Few of the stories of the underground war with the ultra-right have been as calamitous as that of the Kehoe brothers, two home-schooled boys from rural Washington who talked of building a white homeland in the Pacific Northwest and, authorities say, wound up on a nationwide rampage of murder, theft, bombings and police gunfights.
Their drama, unfolding in one of the government's most important anti-government racketeering trials in recent years, culminated last week on two sides of a federal courtroom here. Chevie Kehoe, 26, stood accused of leading a murderous campaign to create his dream of an Aryan Peoples Republic. Cheyne Kehoe, the 22-year-old brother who followed him on a 14-state odyssey of gun shows and shootouts before turning his brother in, gave testimony that could send him to his execution.
This, Cheyne Kehoe's lawyer told a state court jury in an earlier trial, "is truly a modern-day tragic story of Cain and Abel."
It is also one of the government's highest-profile attempts to bring the weight of federal anti-racketeering statutes against increasingly vocal movements advocating the causes of white separatism and anti-government militancy.

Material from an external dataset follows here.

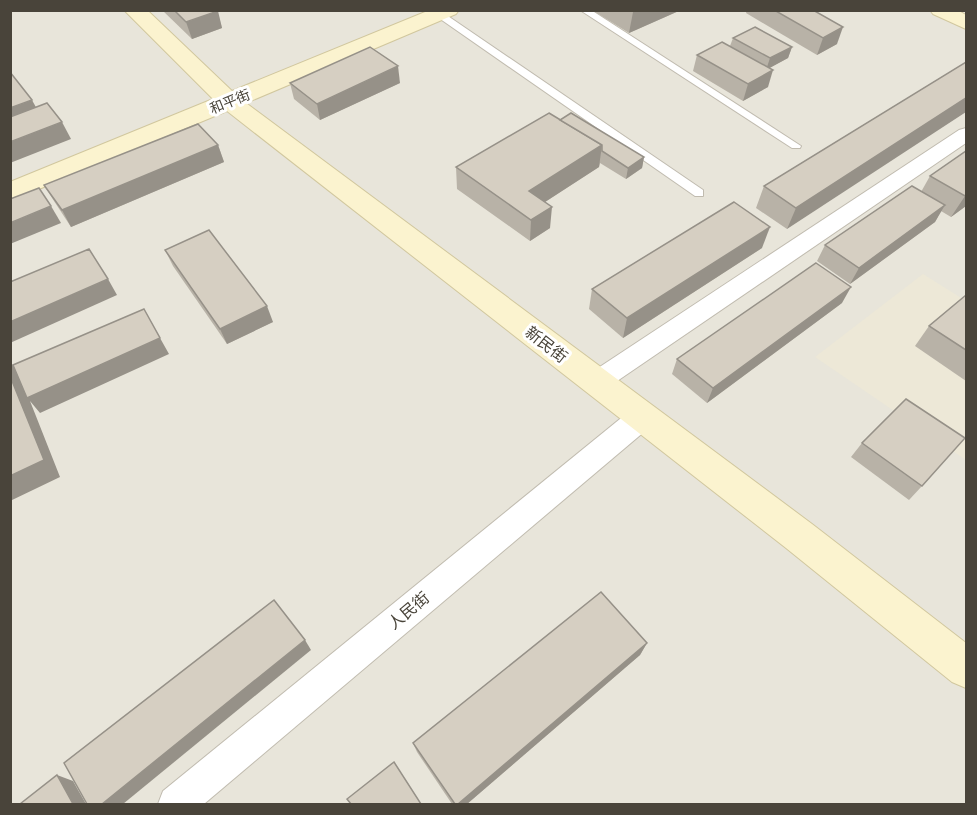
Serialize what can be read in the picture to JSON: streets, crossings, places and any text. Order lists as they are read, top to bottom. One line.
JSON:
{"streets":{"main road":["和平街","新民街"],"street":["人民街"]},"crossings":[["和平街","新民街"],["新民街","人民街"]]}
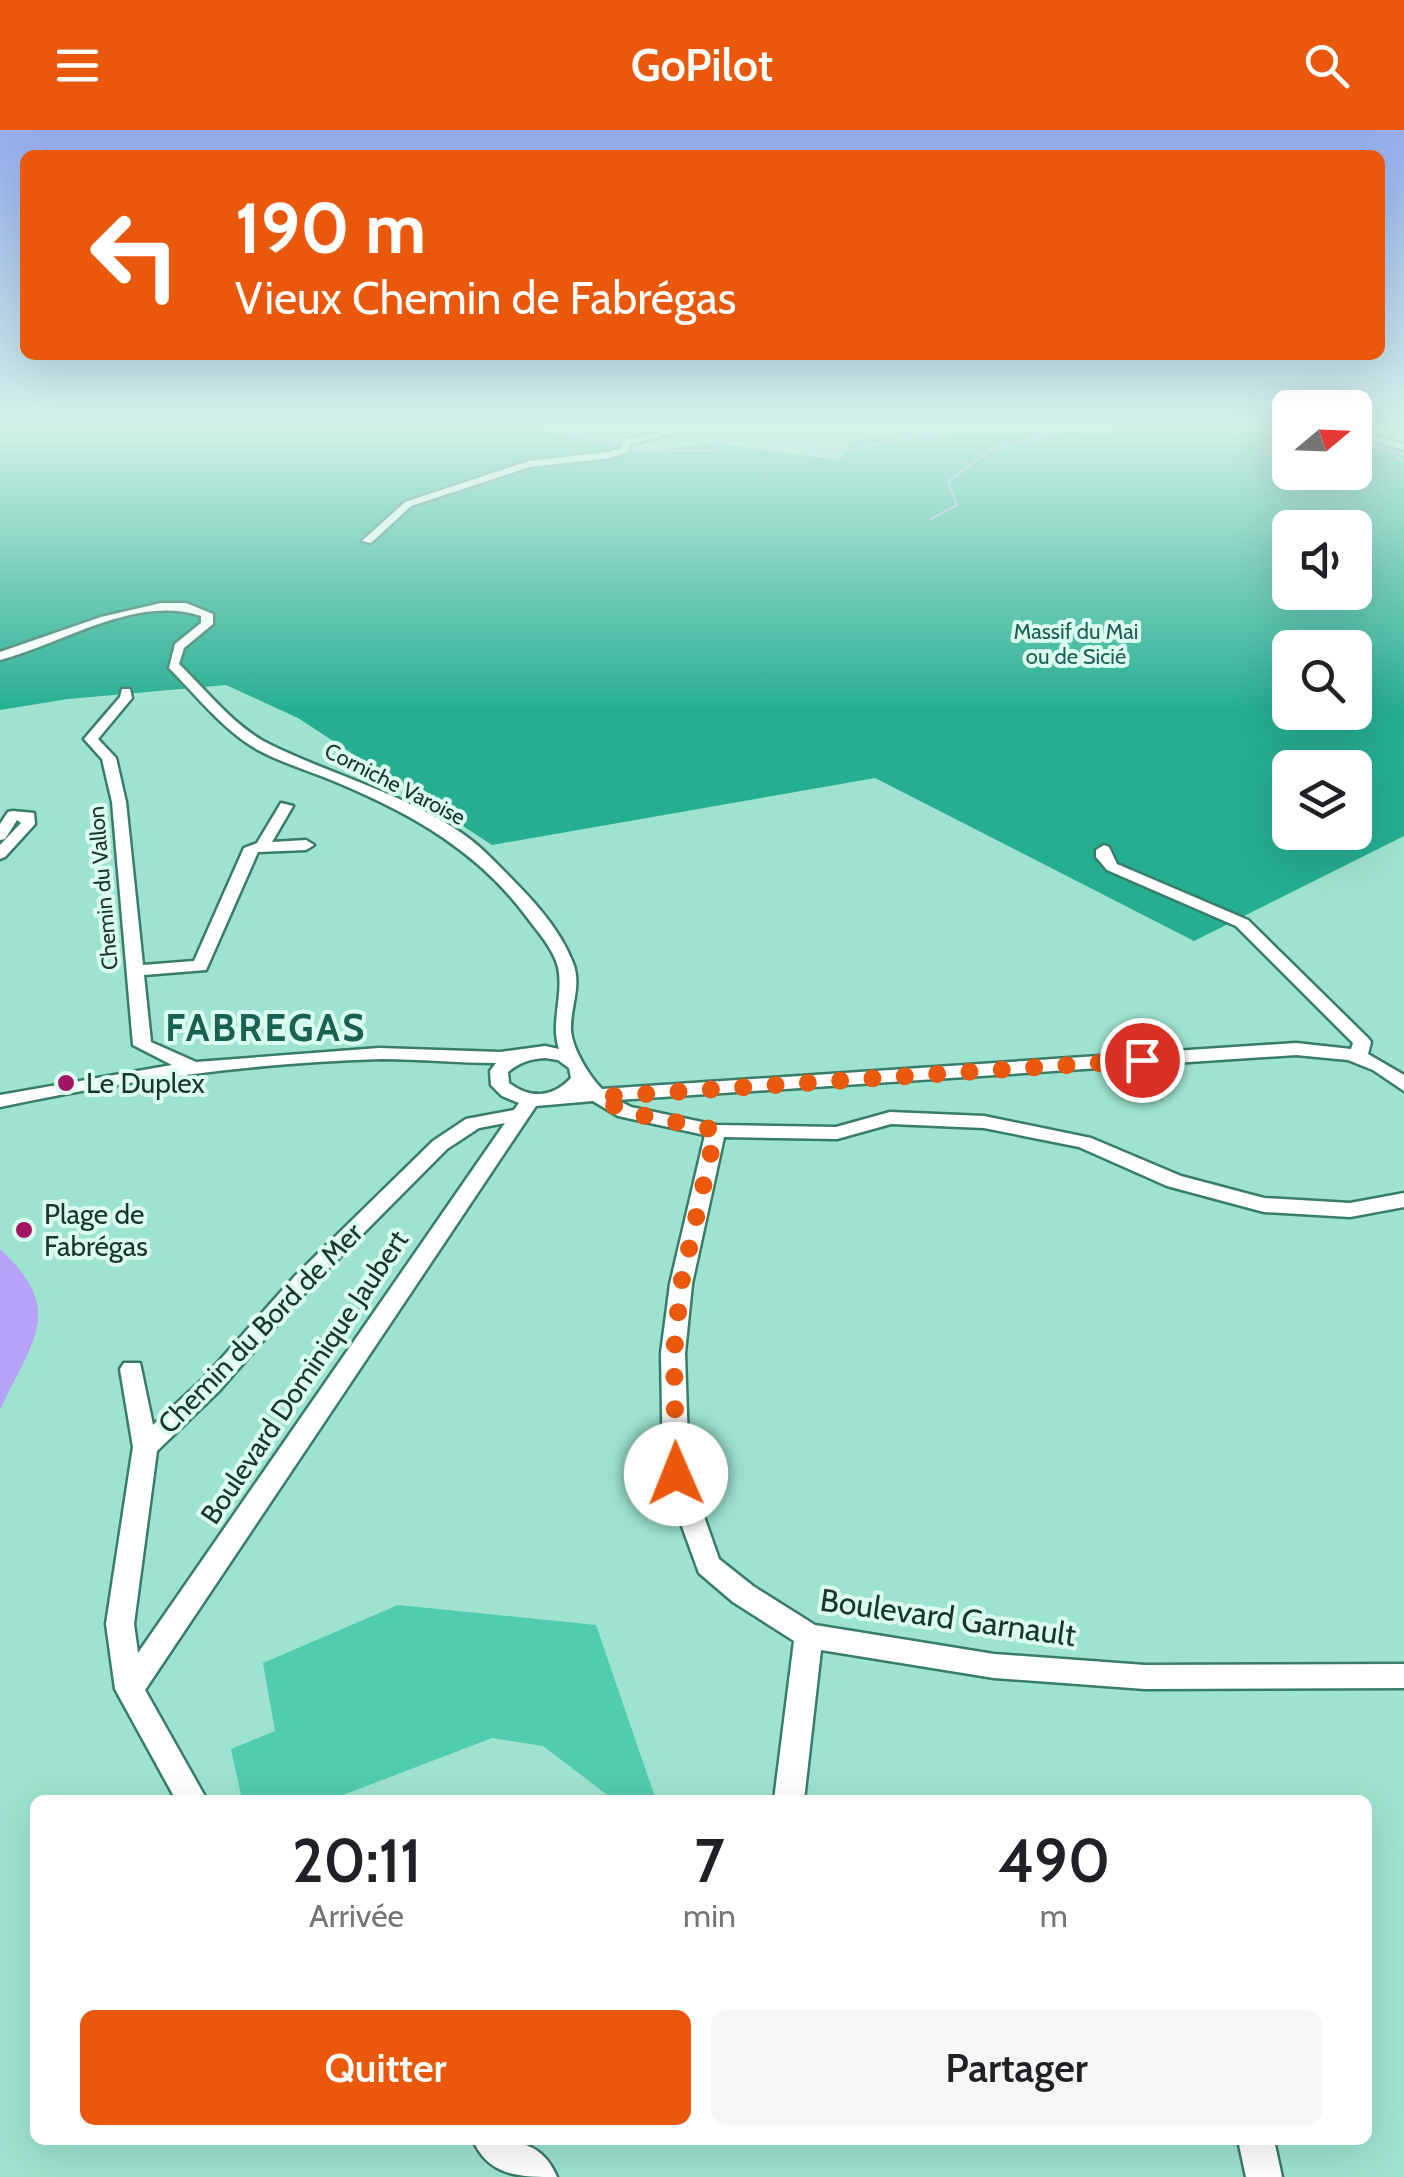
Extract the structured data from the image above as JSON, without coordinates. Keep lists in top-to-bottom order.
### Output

Chevie Kehoe, accused of involvement in five murders, two robberies, a kidnapping, a city hall bombing and two shootouts with police, is tied to more acts of domestic terrorism than any other right-wing extremist in the United States in the last decade, according to the Southern Poverty Law Center, which monitors the ultra-right.
The case has drawn national attention, in part, because of the Kehoe family's connection to the Aryan Nations in Idaho and the Elohim City compound in Muldrow, Okla., where the Kehoes are said to have made contact with members of the Aryan Republican Army, responsible for a string of recent bank robberies. Kehoe's father, Kirby, who pleaded guilty to racketeering charges before trial, supplied at least one of the guns used in the ARA robberies, federal sources said.
Defense lawyers, who will commence their case this week, appear poised to throw much of the blame on Cheyne Kehoe, who they suggested could be pointing blame at his brother to remove suspicion from himself. Moreover, they have scoffed at government attempts to paint the Kehoe family--a network of drifters who wandered the West in motor homes, buying and selling guns, fixing cars, building barns and shoveling snow--as serious threats.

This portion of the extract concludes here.